Grande connubio quello che ha portato alla pubblicazione di questo signor disco; tanto di cappello all’Alligator, un’etichetta sempre al top nell’ambito del blues, sia elettrico che più legato alla tradizione. L’abbinata tra la voce e la grinta della Copeland con la chitarra e la zampata caratteristica da producer scafato di Will Kimbrough (peraltro già collaudata nel disco precedente della cantante) è davvero al fulmicotone.

La trentanovenne vocalist newyorchese ed il chitarrista dell’Alabama sembrano fatti apposta per fare coppia, almeno su disco.
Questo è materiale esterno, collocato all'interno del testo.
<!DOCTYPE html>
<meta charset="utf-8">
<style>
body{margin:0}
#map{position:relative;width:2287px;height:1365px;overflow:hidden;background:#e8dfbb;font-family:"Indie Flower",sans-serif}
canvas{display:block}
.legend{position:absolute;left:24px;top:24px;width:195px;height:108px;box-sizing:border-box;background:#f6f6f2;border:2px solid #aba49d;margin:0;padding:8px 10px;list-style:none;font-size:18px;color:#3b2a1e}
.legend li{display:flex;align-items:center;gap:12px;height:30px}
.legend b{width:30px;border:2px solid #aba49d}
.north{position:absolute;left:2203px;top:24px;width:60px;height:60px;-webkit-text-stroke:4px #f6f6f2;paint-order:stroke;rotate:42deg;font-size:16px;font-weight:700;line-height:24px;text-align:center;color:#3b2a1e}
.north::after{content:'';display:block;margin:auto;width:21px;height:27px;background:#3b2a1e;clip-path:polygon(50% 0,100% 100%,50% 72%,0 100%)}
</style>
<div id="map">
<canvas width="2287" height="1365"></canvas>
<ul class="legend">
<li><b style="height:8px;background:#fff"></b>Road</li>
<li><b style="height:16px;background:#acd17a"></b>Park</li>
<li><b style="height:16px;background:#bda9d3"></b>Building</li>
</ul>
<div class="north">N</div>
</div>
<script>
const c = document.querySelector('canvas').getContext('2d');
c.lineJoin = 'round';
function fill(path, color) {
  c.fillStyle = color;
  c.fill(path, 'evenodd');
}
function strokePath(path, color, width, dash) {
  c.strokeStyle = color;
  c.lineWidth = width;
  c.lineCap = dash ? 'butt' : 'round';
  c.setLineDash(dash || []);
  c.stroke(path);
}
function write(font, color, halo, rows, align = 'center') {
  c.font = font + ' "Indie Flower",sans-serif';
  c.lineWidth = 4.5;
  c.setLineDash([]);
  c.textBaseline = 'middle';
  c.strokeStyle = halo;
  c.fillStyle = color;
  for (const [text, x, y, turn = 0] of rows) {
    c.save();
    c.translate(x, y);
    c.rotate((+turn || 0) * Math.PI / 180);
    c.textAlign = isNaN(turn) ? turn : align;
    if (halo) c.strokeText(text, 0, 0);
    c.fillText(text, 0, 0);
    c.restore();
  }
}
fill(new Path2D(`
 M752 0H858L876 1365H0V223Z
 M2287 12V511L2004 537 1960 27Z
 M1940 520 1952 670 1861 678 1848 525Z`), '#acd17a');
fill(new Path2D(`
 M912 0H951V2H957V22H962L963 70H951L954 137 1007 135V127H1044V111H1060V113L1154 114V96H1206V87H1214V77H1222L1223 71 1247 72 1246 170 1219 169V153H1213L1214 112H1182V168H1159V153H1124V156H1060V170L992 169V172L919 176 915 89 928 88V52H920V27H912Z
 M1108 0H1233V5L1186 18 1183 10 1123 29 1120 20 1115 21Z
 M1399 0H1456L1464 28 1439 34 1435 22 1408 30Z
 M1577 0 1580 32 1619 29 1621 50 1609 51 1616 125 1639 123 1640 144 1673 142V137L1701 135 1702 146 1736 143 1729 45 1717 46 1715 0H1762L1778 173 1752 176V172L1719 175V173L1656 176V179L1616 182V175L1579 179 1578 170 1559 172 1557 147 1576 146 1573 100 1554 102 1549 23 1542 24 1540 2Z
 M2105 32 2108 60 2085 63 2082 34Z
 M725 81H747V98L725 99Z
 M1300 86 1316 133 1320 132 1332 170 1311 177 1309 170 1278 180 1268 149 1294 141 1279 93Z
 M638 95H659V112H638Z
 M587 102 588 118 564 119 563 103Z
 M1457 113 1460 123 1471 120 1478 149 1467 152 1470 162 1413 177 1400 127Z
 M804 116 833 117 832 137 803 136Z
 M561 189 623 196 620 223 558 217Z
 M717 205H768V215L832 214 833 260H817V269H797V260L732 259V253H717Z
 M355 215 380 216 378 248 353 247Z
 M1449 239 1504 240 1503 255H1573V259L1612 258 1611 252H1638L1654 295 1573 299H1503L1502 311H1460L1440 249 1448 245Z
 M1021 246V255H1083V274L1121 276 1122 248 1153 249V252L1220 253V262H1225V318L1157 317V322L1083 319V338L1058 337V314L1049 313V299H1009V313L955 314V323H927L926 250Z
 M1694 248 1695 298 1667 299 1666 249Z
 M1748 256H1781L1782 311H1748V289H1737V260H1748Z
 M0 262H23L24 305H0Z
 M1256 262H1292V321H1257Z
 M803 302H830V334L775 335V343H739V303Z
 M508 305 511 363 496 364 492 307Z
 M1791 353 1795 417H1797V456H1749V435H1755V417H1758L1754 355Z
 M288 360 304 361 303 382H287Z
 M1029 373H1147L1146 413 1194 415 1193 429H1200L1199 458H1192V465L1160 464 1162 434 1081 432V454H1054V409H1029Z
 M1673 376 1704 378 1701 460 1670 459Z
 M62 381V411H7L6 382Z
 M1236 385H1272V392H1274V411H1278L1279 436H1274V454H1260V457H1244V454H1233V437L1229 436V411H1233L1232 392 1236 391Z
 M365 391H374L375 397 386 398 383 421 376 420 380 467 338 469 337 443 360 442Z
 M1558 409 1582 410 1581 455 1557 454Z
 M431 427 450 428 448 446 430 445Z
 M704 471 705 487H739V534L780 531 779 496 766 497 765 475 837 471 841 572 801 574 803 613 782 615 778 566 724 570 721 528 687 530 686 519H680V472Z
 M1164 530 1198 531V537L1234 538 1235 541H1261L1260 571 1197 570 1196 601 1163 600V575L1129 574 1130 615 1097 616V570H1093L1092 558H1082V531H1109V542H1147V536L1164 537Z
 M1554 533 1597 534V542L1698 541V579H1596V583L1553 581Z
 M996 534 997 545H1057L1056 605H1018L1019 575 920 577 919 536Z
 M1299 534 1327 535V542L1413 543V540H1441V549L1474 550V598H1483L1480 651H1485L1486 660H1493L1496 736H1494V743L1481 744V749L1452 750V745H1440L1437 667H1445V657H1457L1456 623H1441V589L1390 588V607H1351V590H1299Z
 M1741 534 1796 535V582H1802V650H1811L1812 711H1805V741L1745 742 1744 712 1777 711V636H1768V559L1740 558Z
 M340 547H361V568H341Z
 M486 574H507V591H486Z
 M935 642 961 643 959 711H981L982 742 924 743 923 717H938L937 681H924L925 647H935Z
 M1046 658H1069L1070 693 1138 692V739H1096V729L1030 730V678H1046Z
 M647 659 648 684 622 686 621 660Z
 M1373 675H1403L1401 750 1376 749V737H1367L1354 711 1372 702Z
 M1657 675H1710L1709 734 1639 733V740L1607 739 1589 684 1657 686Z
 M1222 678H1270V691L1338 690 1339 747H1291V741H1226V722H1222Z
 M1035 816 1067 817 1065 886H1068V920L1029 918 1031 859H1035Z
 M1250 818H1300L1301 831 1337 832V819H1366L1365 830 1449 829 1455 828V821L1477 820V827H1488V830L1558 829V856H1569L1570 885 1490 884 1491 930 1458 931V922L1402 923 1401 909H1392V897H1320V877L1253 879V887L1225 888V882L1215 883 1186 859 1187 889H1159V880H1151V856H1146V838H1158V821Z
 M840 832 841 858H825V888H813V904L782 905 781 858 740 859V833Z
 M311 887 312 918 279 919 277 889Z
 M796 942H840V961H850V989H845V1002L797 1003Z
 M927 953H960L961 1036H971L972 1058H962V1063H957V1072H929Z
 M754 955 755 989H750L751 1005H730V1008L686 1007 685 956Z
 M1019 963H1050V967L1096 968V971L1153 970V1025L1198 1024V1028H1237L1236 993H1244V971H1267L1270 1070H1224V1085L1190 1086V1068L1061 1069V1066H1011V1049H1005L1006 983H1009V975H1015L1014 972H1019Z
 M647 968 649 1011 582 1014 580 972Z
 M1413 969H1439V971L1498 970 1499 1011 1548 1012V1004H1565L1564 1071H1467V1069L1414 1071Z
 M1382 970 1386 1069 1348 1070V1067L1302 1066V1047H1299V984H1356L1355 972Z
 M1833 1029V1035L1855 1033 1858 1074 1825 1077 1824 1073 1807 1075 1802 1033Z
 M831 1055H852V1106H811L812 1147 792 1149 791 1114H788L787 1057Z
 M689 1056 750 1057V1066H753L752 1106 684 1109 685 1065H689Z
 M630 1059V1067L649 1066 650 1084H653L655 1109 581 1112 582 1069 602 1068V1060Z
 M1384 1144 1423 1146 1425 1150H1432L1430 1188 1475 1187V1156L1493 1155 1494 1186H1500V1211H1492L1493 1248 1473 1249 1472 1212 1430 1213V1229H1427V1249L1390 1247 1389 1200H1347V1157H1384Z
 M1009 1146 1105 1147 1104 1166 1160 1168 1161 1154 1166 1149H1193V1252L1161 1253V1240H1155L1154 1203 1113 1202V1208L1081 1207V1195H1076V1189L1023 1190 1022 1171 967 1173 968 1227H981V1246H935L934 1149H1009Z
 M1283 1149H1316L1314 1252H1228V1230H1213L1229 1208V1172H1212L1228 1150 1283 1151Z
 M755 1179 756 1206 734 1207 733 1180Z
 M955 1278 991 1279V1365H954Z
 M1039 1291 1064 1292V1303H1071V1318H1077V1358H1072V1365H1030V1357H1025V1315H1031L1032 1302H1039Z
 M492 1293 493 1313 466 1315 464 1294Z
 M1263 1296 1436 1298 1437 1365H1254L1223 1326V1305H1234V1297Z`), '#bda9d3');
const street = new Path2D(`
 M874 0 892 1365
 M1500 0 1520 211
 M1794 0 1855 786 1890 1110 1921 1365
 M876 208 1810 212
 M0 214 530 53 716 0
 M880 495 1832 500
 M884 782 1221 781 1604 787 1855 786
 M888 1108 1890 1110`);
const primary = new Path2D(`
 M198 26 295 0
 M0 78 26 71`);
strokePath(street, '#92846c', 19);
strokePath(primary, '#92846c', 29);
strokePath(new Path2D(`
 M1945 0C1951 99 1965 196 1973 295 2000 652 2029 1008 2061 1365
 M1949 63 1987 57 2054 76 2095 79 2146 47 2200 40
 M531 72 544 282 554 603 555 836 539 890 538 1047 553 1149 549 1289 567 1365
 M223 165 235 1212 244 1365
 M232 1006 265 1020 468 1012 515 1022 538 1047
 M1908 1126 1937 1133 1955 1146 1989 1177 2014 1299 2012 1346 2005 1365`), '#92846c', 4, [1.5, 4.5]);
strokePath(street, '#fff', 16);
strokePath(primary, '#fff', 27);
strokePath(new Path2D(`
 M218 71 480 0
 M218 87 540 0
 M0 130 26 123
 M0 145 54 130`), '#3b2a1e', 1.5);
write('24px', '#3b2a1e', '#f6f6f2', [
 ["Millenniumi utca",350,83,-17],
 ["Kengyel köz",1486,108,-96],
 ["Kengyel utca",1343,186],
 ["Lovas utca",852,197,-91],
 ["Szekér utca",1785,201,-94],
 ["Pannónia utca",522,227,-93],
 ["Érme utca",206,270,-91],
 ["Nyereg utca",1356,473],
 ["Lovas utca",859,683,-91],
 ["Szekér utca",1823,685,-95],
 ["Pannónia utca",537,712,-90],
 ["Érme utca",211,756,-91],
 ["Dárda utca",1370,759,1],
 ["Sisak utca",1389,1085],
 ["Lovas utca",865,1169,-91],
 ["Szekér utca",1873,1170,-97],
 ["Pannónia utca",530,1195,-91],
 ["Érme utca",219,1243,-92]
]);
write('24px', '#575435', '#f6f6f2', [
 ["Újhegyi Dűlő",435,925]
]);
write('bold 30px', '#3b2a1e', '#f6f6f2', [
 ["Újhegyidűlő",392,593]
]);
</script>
Rispetto ad altri dischi di Shemekia (che, ricordiamo, è figlia del chitarrista Johnny Copeland), Kimbrough dà al disco un sound più virato verso il sound americana, senza però snaturare l’humus da cui la Copeland proviene, e anche laddove s’inseriscono illustri colleghi, come ospiti, come autori o in entrambe le vesti, il blues elettrico e lo stile vocale di Shemekia restano le costanti dominanti di questo America’s Child, il cui titolo dice già tutto su quanto ci dobbiamo attendere.
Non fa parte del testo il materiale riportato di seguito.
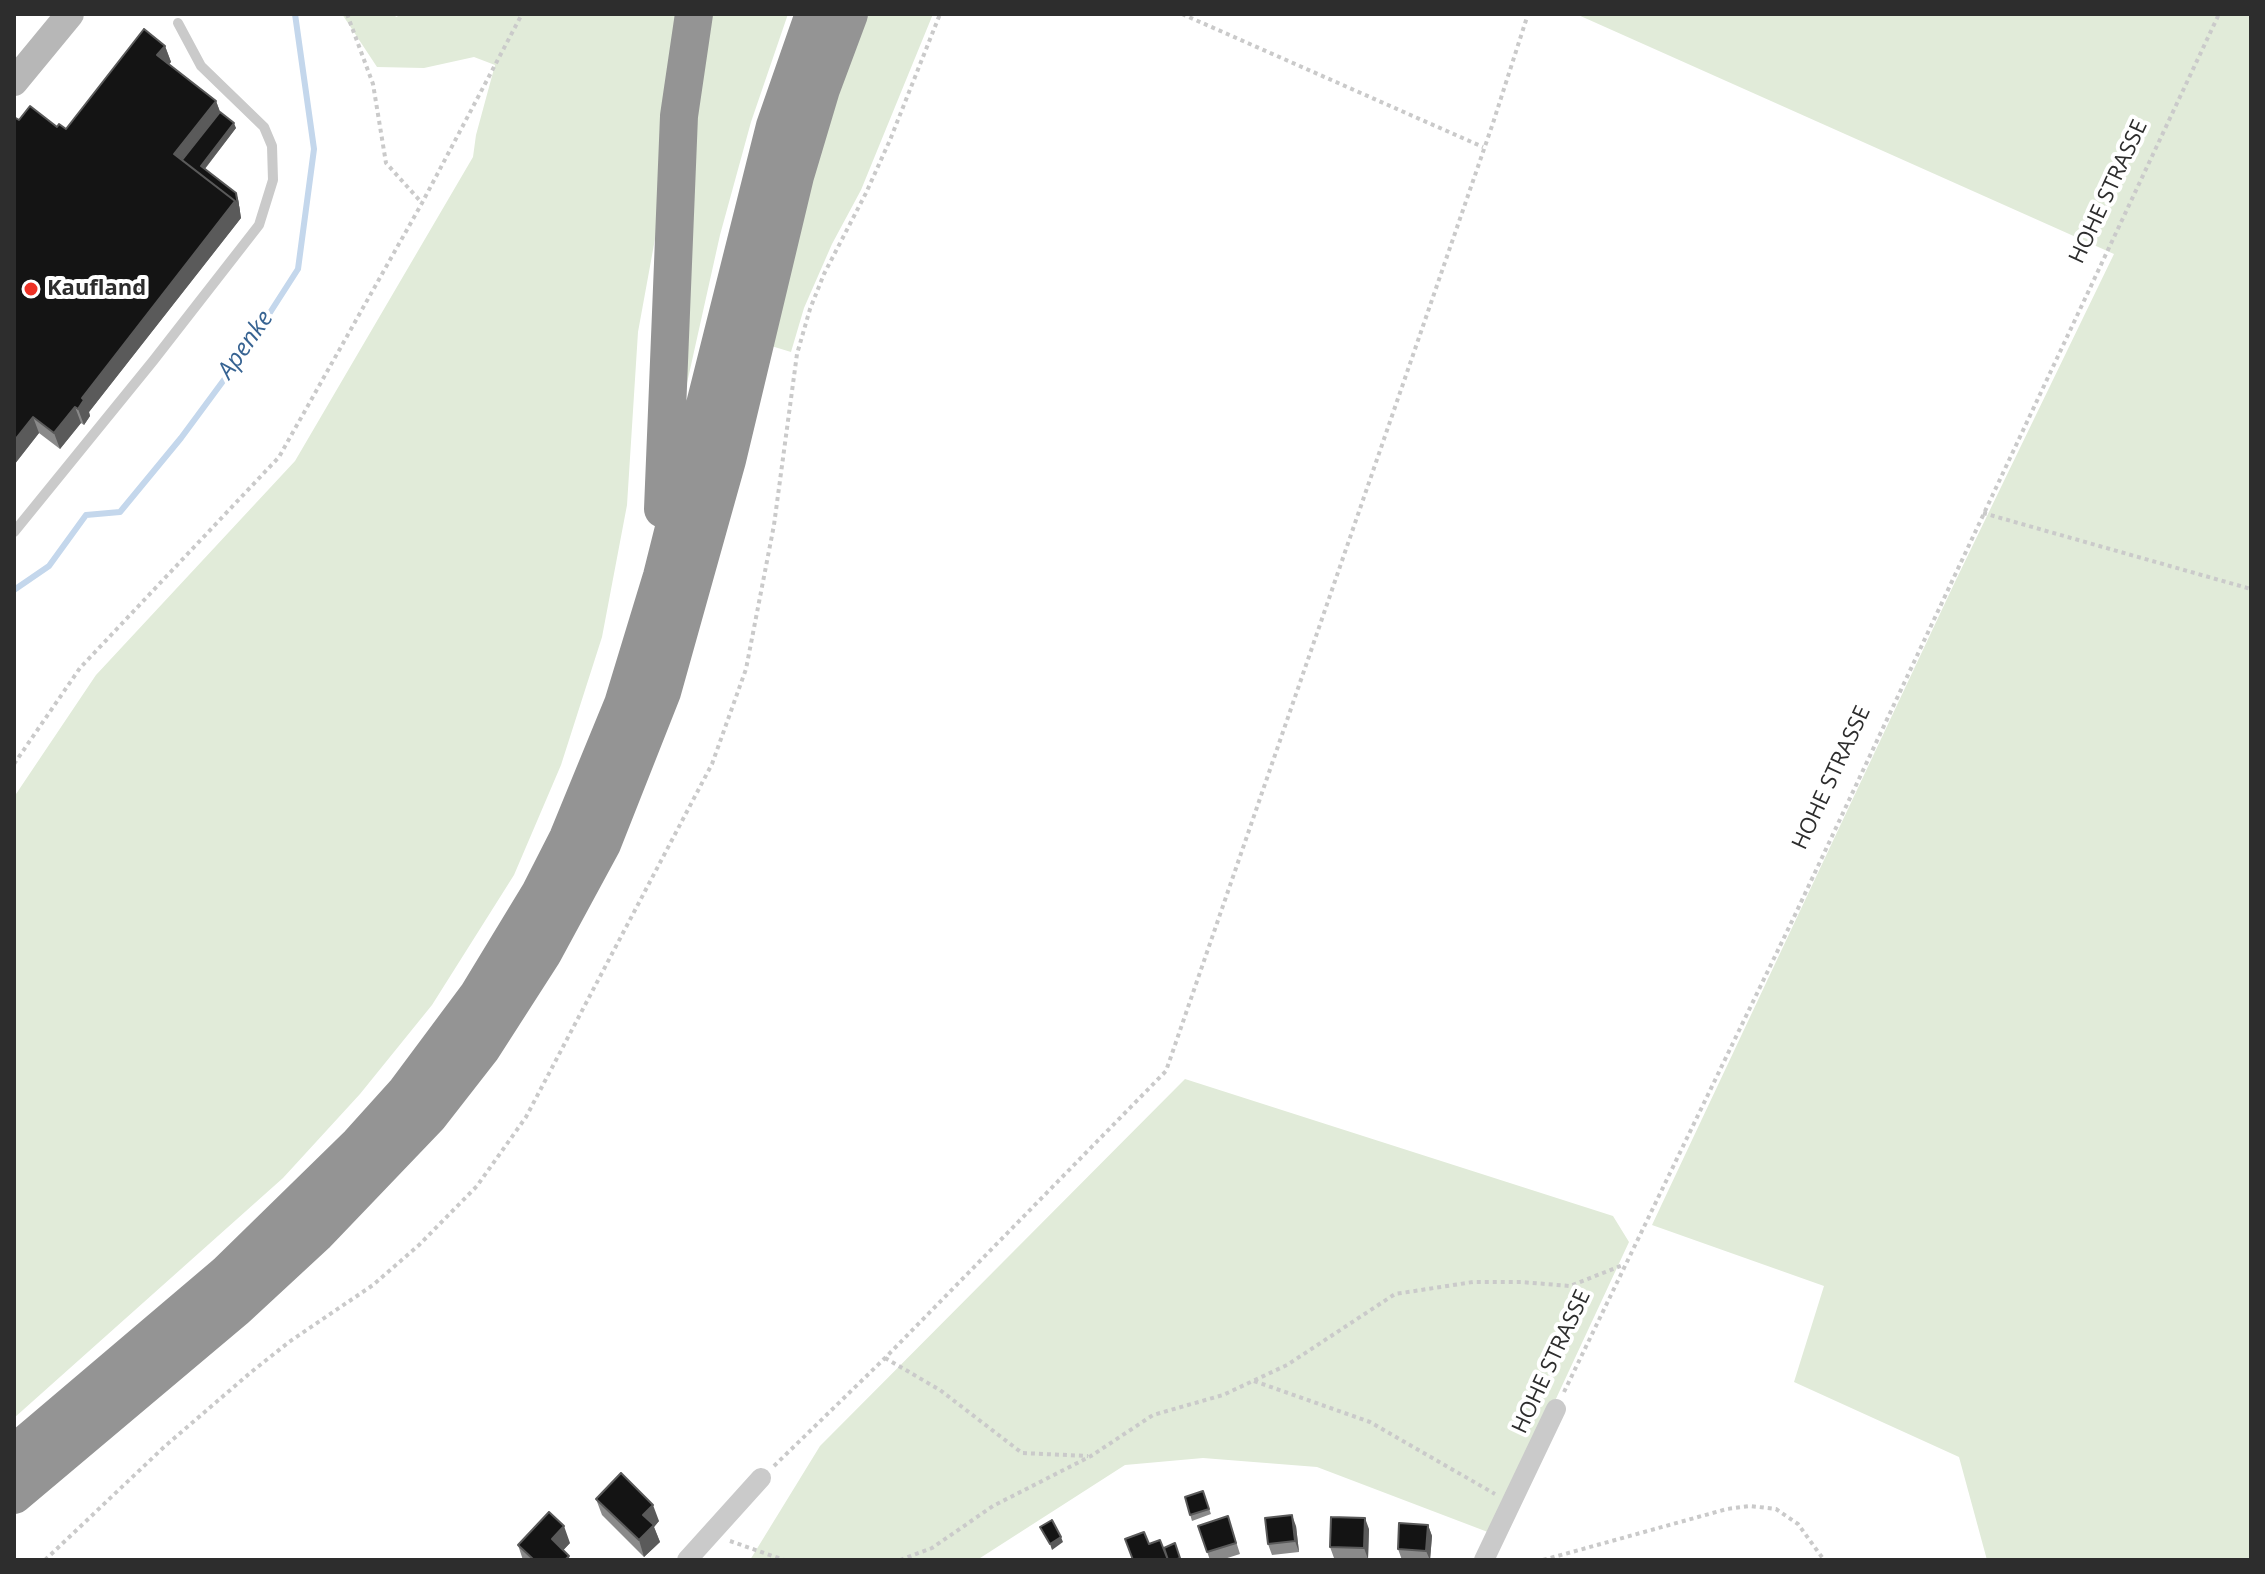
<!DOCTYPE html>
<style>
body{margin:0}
#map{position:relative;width:2265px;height:1574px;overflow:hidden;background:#fff;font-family:"Open Sans",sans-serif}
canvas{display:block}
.frame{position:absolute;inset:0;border:16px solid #2d2d2d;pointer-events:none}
</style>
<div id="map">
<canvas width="2265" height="1574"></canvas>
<div class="frame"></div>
</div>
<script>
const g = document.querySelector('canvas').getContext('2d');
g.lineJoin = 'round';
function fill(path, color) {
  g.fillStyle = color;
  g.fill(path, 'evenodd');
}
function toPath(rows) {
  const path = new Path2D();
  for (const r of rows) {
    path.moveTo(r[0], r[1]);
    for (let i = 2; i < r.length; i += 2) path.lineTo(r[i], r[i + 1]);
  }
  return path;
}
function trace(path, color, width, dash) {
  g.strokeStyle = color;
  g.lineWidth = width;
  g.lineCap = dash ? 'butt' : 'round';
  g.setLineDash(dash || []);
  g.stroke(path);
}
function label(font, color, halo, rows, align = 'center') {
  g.font = font + ' "Open Sans",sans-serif';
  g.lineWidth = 8;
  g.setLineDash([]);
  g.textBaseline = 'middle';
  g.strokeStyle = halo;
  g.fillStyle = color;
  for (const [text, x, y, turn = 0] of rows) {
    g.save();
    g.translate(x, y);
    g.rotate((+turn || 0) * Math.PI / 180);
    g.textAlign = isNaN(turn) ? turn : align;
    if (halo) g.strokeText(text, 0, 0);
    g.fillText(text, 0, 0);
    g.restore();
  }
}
fill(toPath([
 [342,14,394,14,396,17,403,14,681,14,661,206,638,332,627,505,602,637,561,765,514,875,432,1005,360,1094,283,1178,14,1418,14,797,96,675,295,461,473,157,476,135,495,65,474,57,424,68,377,67],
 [706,14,788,14,751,122,720,235,677,428,671,421],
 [864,14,933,14,861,190,832,244,804,308,791,352,768,345,809,179],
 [1576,14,2251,14,2251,1560,1987,1560,1959,1457,1794,1382,1824,1286,1652,1225,1954,584,2114,254],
 [1185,1079,1613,1216,1629,1242,1493,1534,1317,1467,1203,1458,1125,1465,977,1560,750,1560,820,1446]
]), '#e1ebd9');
trace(toPath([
 [14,590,49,566,86,515,120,512,181,438,246,350,298,269,314,149,295,14]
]), '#c4d7ec', 6);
trace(toPath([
 [347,14,373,84,386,163,422,203],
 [1182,14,1483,147],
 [1983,513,2251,589],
 [14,764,80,668,279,457,422,203,522,14],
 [885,1358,940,1390,1022,1453,1088,1456],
 [1254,1381,1370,1422,1495,1494],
 [1564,1392,1794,917,2219,14],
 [774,1466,885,1358,1166,1071,1493,123,1528,14],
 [730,1541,784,1560],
 [45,1560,164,1447,250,1373,289,1342,373,1285,419,1245,477,1186,526,1117,712,764,746,669,774,525,797,354,810,309,824,274,866,193,890,140,940,14],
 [900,1560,932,1548,993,1506,1091,1456,1153,1415,1223,1395,1287,1365,1395,1294,1473,1282,1521,1282,1570,1286,1623,1265],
 [1543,1560,1727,1509,1750,1506,1776,1509,1798,1524,1824,1560]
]), '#cacaca', 4, [4, 4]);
trace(toPath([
 [14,532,153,361,259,225,273,180,272,146,264,127,201,66,178,23]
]), '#cacaca', 10);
trace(toPath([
 [687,1560,761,1478],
 [1484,1560,1556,1409]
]), '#cacaca', 20);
trace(toPath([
 [14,82,70,14]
]), '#b7b7b7', 28);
trace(toPath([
 [663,509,679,116,694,14],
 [14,1454,226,1274,359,1144,405,1093,478,995,540,893,568,838,623,704,662,576,775,126,814,14],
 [14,1495,235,1309,316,1234,429,1116,482,1048,543,953,602,844,662,692,727,460,795,176,821,89,849,14]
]), '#949494', 38);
fill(toPath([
 [165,46,171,62,169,64,216,101,220,112,236,128,205,169,238,199,241,218,89,412,90,416,84,425,81,423,60,449,39,433,14,465,19,120,66,129],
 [1203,1491,1211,1514,1192,1521,1185,1497],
 [596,1499,659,1521,654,1527,660,1542,644,1557,602,1515],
 [1228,1516,1240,1554,1221,1560,1210,1560,1198,1526],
 [1428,1525,1432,1536,1430,1560,1402,1560,1398,1549],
 [1296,1526,1299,1552,1272,1555,1268,1544],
 [1369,1529,1368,1559,1334,1558,1330,1547],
 [570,1543,563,1550,571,1560,523,1560,518,1545]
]), '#8a8a8a');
fill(toPath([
 [165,46,171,62,163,71,157,55],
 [216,101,222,117,182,168,174,154],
 [234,123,236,128,203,171,201,166],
 [236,193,238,199,241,218,89,412,90,416,84,425,78,409,82,398],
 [75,407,81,423,60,449,54,433],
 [33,417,39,433,14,465,14,441],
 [653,1505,659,1521,654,1527,660,1542,644,1557,639,1540,643,1515],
 [1292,1515,1296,1526,1299,1552,1295,1541],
 [1365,1518,1369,1529,1368,1559,1364,1548],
 [1428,1525,1432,1536,1430,1560,1426,1551],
 [564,1526,570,1543,558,1556,552,1539],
 [1061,1537,1063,1542,1052,1550,1050,1544]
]), '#5a5a5a');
const building = toPath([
 [144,29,165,46,157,55,216,101,174,154,235,201,82,398,84,400,78,409,75,407,54,433,33,417,14,441,14,117,19,120,30,106,57,127,59,124,66,129,144,29],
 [220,112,234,123,201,166,236,193,239,212,235,201,182,160,220,112],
 [621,1473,653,1505,643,1515,654,1525,639,1540,596,1499,621,1473],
 [1203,1491,1209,1509,1190,1515,1185,1497,1203,1491],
 [549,1512,564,1526,552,1539,569,1556,565,1560,534,1560,518,1545,549,1512],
 [1292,1515,1295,1541,1268,1544,1265,1518,1292,1515],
 [1228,1516,1236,1543,1207,1552,1198,1526,1228,1516],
 [1331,1517,1365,1518,1364,1548,1330,1547,1331,1517],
 [1052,1520,1061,1537,1050,1544,1040,1527,1052,1520],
 [1399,1523,1428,1525,1426,1551,1398,1549,1399,1523],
 [1144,1532,1149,1544,1160,1540,1168,1560,1133,1560,1125,1539,1144,1532],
 [1175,1543,1180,1558,1175,1560,1168,1560,1164,1548,1175,1543]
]);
fill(building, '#141414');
trace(building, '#5a5a5a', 2);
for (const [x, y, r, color] of [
 [31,289,8,"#ed3125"]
]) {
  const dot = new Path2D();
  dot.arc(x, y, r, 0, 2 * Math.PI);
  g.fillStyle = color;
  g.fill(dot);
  trace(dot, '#fff', 3);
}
label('22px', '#2d2d2d', '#fff', [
 ["HOHE STRASSE",2109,192,-65],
 ["HOHE STRASSE",1832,778,-65],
 ["HOHE STRASSE",1552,1362,-65]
]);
label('bold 22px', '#2d2d2d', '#fff', [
 ["Kaufland",47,289]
], 'left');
label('italic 24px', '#376392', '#fff', [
 ["Apenke",246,345,-55]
]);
</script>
Kimbrough non ci mette solo la sua lancinante slide, ma tesse all’organo trame spesse e robuste che costituiscono l’essenza del disco, e per aggiungervi un tocco notevole in più firma buona parte del materiale nuovo.

Un disco robusto, un disco bello che si apre già alla grande con Ain’t Got Time For Hate, quasi un titolo programmatico, la solista di Kimbrough duetta con la pedal steel dell’immenso Al Perkins e a fare i cori ci sono Mary Gauthier, Emmylou Harris, John Prine e Gretchen Peters. E quindi, giù il cappello da subito. Ottima anche Americans, firmata dalla Gauthier che ci mette anche la voce nei cori, qui l’atmosfera è meno ruvida e alla pedal steel c’è il Paul Franklin di knopfleriana memoria.

Bene anche Would You Take My Blood, meglio ancora la scoppiettante Great Rain firmata dall’arzillo John Prine che, alla faccia dell’età e delle magagne, si concede un bel duetto con Sjemekia: le chitarre sono di nuovo di Perkins e Kimbrough, che passa poi alla National nella successiva Smoked Ham And Peaches, di nuovo della Gauthier, brano dalle atmosfere più intime che vede ospite Rihannon Giddens al banjo africano. Gran bella canzone.

Quasi rockabilly l’idea di base di Wrong Idea, altra composizione ben costruita e ancor meglio resa, con un indovinato inserimento del violino di Kenny Sears. Con Promised Myself scatta il doveroso omaggio della Copeland al padre Johnny, che ne è l’autore: il rock lascia lo spazio ad una soul ballad, intensa, lenta, avvolgente, bella, con tanto di cameo di Steve Cropper alla chitarra.

Di nuovo rock è invece l’atmosfera di In The Blood Of The Blues, mentre Such A Pretty Flame è un blues notturno e urbano che non starebbe male nei titoli di testa di un Bond-movie, con la pedal steel di Perkins che ulula nell’oscurità duettando con la solista del producer.

Buona anche One I Love, con l’armonica di J.D. Wilkes, molto ben cantata, come del resto anche la riproposta della kinksiana I’m Not Like Everybody Else che in questa lettura ci ricorda quanto americani fossero Ray Davies e soci già nel 1965 quando il brano debuttò su Kinkdom.

La chiusura è intima, solo la Copeland quasi in chiave a cappella, non fosse per l’intro di Kimbrough, alle prese con la ninna nanna Go To Sleep Little Baby.